By BERNARD ORSMAN
The historic Queens Wharf on the Auckland waterfront could be broken up to create a town basin for expanding ferry services.
The $78 million project would involve slicing Queens Wharf into three, then demolishing the middle segment and creating a water space.
The end section of Queens Wharf would be joined to nearby Captain Cook Wharf to create an L-shaped wharf and a town basin at the foot of Queen St.
The new basin - with shops, restaurants and water taxi berths - would be a few hundred metres east of the rejuvenated Viaduct Basin.
It would link with the proposed $280 million Britomart train and bus station.
Queens Wharf has been Auckland's principal wharf since it was built in 1852.
Auckland historian Professor Russell Stone said the wharf was emotionally the heart of the city and it would be a sad day if that link with the past was snapped.
"If you trample on a city's roots you trample on its dreams."
Professor Stone said the ship Anna Watson landed the first stores for Auckland in September 1840 at the bottom of Horotiu Stream, which ran down Queen St.
Sketches from the 1840s show goods from England and Australia being unloaded into canoes and small boats in Commercial Bay at the bottom of Queen St.
The Auckland City Council has started talking to Ports of Auckland with a view to buying the downtown ferry facilities and eventually creating a town basin.
In the meantime, the council wants to improve the ferry terminal by upgrading the facilities, providing better access, parking and shifting the gulf ferries on to Queens Wharf.
The harbour ferries would move to where the gulf ferries are now.
Auckland City and North Shore City Council are also looking to buy the Devonport, Northcote Point and Birkenhead ferry wharves from Ports of Auckland to keep the harbour's ferry assets in public ownership.

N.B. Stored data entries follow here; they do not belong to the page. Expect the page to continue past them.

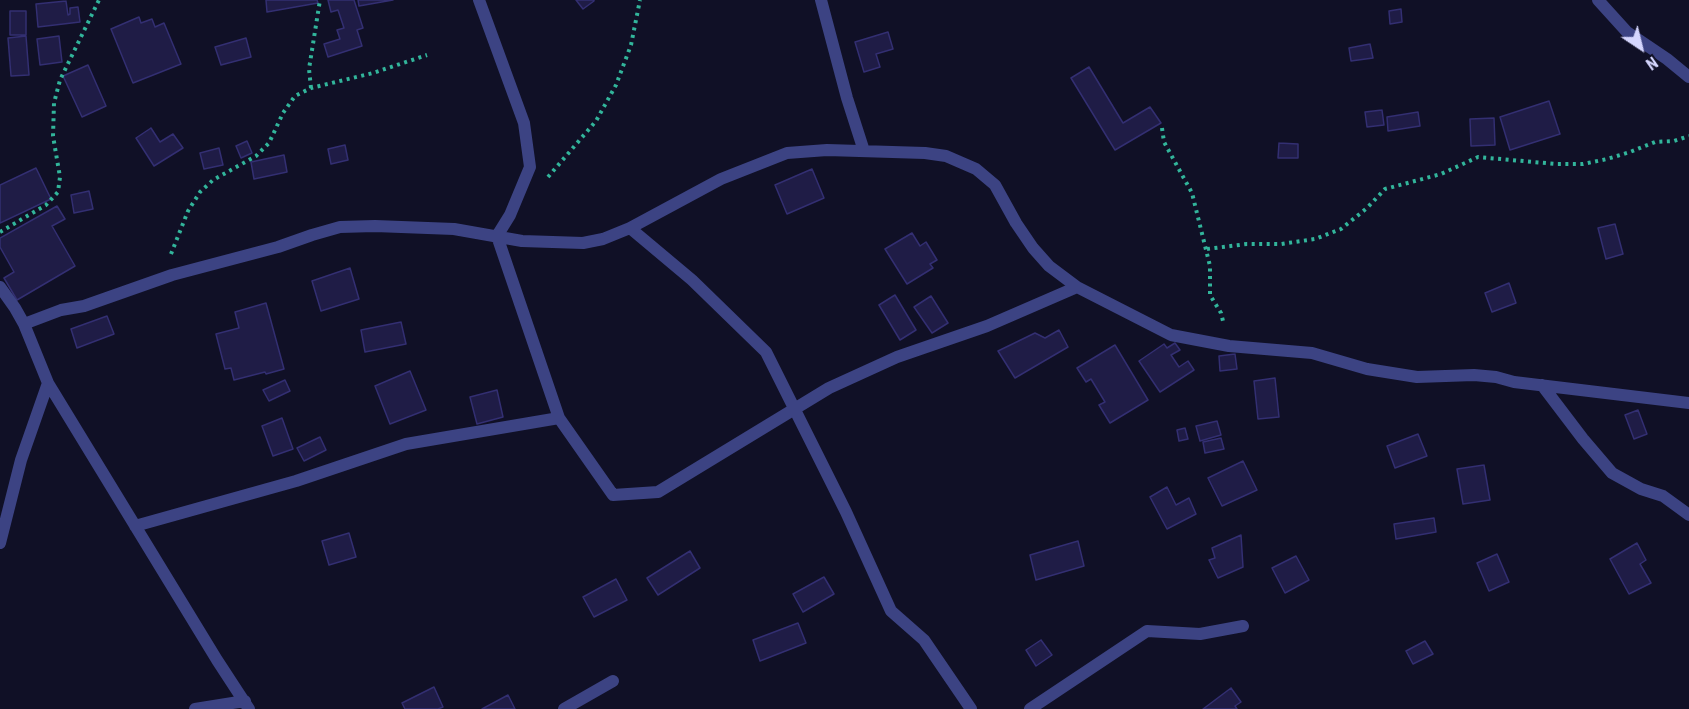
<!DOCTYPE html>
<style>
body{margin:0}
#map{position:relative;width:1689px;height:709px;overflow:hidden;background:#101026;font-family:"Roboto Condensed",sans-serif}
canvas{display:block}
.north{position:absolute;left:1611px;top:18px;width:60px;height:60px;-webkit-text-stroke:4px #101026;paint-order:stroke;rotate:145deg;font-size:16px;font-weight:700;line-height:24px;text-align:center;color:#d5d6fe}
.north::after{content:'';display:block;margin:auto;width:21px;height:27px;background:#d5d6fe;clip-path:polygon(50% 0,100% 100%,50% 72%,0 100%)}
</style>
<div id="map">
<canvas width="1689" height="709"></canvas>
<div class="north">N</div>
</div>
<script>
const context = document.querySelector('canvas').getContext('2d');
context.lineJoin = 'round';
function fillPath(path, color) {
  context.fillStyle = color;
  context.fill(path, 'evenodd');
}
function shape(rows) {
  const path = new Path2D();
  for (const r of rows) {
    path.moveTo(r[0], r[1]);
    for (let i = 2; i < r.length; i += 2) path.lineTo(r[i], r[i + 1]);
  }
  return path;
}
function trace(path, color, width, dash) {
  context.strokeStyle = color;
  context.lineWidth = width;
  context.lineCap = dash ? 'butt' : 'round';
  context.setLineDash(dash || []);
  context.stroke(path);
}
const building = shape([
 [266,0,317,0,318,3,267,12,266,0],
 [328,0,354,0,363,28,357,30,362,46,328,57,324,44,340,39,337,30,344,28,338,10,331,12,328,0],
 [358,0,393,0,359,6,358,0],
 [576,0,594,0,594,1,583,9,576,0],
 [66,1,68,15,70,14,70,8,78,7,80,22,38,27,36,4,66,1],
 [1401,9,1402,22,1390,24,1389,11,1401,9],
 [10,11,26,11,26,35,10,35,10,11],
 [139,17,141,23,152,19,155,27,164,23,181,64,133,83,111,29,139,17],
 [888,32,893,49,876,54,880,67,864,72,855,42,888,32],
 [26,36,29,75,11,76,8,38,26,36],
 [59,36,62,62,40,65,37,39,59,36],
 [246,38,251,57,221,65,215,47,246,38],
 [1370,44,1373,58,1351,61,1349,48,1370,44],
 [88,65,106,106,82,117,63,76,88,65],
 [1089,67,1123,123,1150,107,1161,123,1115,150,1071,78,1089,67],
 [1549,101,1560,134,1510,150,1500,117,1549,101],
 [1382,110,1384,125,1367,127,1365,112,1382,110],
 [1418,112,1420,126,1388,131,1387,117,1418,112],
 [1494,118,1495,145,1471,146,1470,119,1494,118],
 [151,128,160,142,173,134,183,148,154,166,136,138,151,128],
 [247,141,252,153,241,158,236,146,247,141],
 [1279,143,1298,144,1298,158,1278,158,1279,143],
 [345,145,348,160,331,164,328,149,345,145],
 [219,148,223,165,204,169,200,153,219,148],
 [284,155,287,172,254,179,251,162,284,155],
 [36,168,51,199,0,223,0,185,36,168],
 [812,169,824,198,787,214,775,185,812,169],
 [89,191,93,209,74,213,71,195,89,191],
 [57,206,65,219,52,226,75,266,17,300,4,278,14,272,0,247,0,238,57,206],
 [1615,224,1623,254,1606,259,1598,228,1615,224],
 [912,233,920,246,926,242,937,260,930,264,933,268,907,284,885,249,912,233],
 [350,268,359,299,321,311,312,281,350,268],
 [1509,283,1516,303,1492,312,1485,293,1509,283],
 [895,295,916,330,900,340,879,305,895,295],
 [931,296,948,323,932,333,914,307,931,296],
 [266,303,284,369,266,374,265,372,234,380,231,368,225,369,216,334,239,328,235,312,266,303],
 [107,316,114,334,77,348,71,329,107,316],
 [401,322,406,344,365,352,361,330,401,322],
 [1059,330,1068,347,1015,378,998,351,1035,333,1045,338,1059,330],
 [1175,343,1180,350,1171,355,1179,367,1188,361,1194,370,1160,392,1139,361,1164,344,1167,348,1175,343],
 [1115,345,1148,400,1110,423,1099,405,1105,402,1091,379,1086,382,1077,368,1115,345],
 [1235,354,1237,369,1220,371,1219,356,1235,354],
 [410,371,426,410,390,424,375,386,410,371],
 [1275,378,1279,417,1258,419,1254,381,1275,378],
 [285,380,290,391,269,401,263,390,285,380],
 [497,390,503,417,477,424,470,397,497,390],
 [1638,410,1647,434,1634,439,1625,415,1638,410],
 [282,418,293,449,273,456,262,426,282,418],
 [1217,421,1221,435,1200,441,1196,426,1217,421],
 [1185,428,1188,439,1179,441,1177,430,1185,428],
 [1418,434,1427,456,1395,468,1387,446,1418,434],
 [320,437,326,450,304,461,297,448,320,437],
 [1221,438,1224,449,1205,453,1203,442,1221,438],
 [1243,461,1257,490,1222,506,1208,478,1243,461],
 [1484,465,1490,500,1463,504,1457,469,1484,465],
 [1167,487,1176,505,1189,498,1196,514,1167,529,1150,497,1167,487],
 [1434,518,1436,532,1396,539,1394,524,1434,518],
 [349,533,356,557,329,565,322,541,349,533],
 [1241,535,1243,567,1218,578,1209,560,1215,558,1212,548,1241,535],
 [1078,541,1084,566,1036,580,1030,555,1078,541],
 [1637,543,1646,560,1640,564,1651,583,1629,594,1610,559,1637,543],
 [690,551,700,568,658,595,647,578,690,551],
 [1497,554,1509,582,1489,591,1477,563,1497,554],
 [1296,556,1309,580,1285,593,1272,568,1296,556],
 [824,577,834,594,803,612,793,594,824,577],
 [616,579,627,600,594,617,583,597,616,579],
 [798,623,806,643,760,661,753,640,798,623],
 [1041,640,1052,655,1036,666,1026,650,1041,640],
 [1425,641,1433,654,1413,664,1406,651,1425,641],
 [434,687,443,707,438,709,405,709,402,703,434,687],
 [1231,688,1241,702,1235,706,1237,709,1203,709,1231,688],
 [508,695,515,709,482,709,508,695]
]);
fillPath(building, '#1f1c46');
trace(building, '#332f72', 1.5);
trace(shape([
 [311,88,309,69,320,0],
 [1162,128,1164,142,1192,193,1210,266,1210,295,1221,313,1224,325],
 [548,177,596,121,616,85,631,45,640,0],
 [0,232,46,205,58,192,60,177,53,136,54,103,60,80,99,0],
 [1207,249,1247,244,1281,244,1315,239,1341,229,1367,208,1385,189,1441,174,1478,157,1556,164,1583,164,1607,159,1630,152,1655,142,1674,141,1689,136],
 [171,254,188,211,200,192,213,180,256,156,269,143,283,113,295,96,311,88,373,73,427,55]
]), '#32b59b', 4, [3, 4.5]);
trace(shape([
 [479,0,524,123,530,167,510,215,497,236,559,418,613,495,658,492,829,388,897,357,987,326,1077,287],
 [821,0,847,98,864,151],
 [1598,0,1627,32,1667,59,1689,77],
 [630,228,692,280,766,352,846,512,891,611,924,640,971,709],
 [0,287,15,308,24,324,48,383,217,660,249,709],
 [24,324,61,310,84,306,172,275,278,247,312,235,340,227,375,226,454,229,522,241,583,243,603,239,630,228,721,179,787,153,827,150,925,153,946,156,976,169,995,185,1016,223,1033,248,1049,266,1077,287,1171,335,1229,346,1312,353,1367,369,1417,377,1474,375,1496,377,1514,382,1689,403],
 [1542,385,1583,439,1612,473,1641,489,1663,496,1689,515],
 [135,526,296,481,406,444,559,418],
 [0,543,21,460,48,383],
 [195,709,245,701],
 [564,709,613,681],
 [1030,709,1147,631,1200,634,1243,626]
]), '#3c4383', 12);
</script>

Ports of Auckland wants to quit its ferry assets, which have a book value of about $12 million.
Chief Auckland City planner John Duthie said the downtown terminal was already crowded with ferries at peak hours but the key issue to resolving the problem was funding.
There was little likelihood of being able to secure full funding for the grand scheme in the short term but the council wanted to get a "first right of refusal" from the ports company to head off developers, he said.
The idea is that Infrastructure Auckland would pay for most of the Queens Wharf project, Ports of Auckland pay for benefits the new wharf would provide for its own use, and some money would come from the council.
Auckland and North Shore councils are confident Infrastructure Auckland would pay to buy the other ferry wharves plus the cost of upgrading the facilities.
North Shore city services manager Clive Fuhr said the council believed it was important to secure the ferry wharves in public ownership and remove some of the exclusive use rights that had affected competition and services.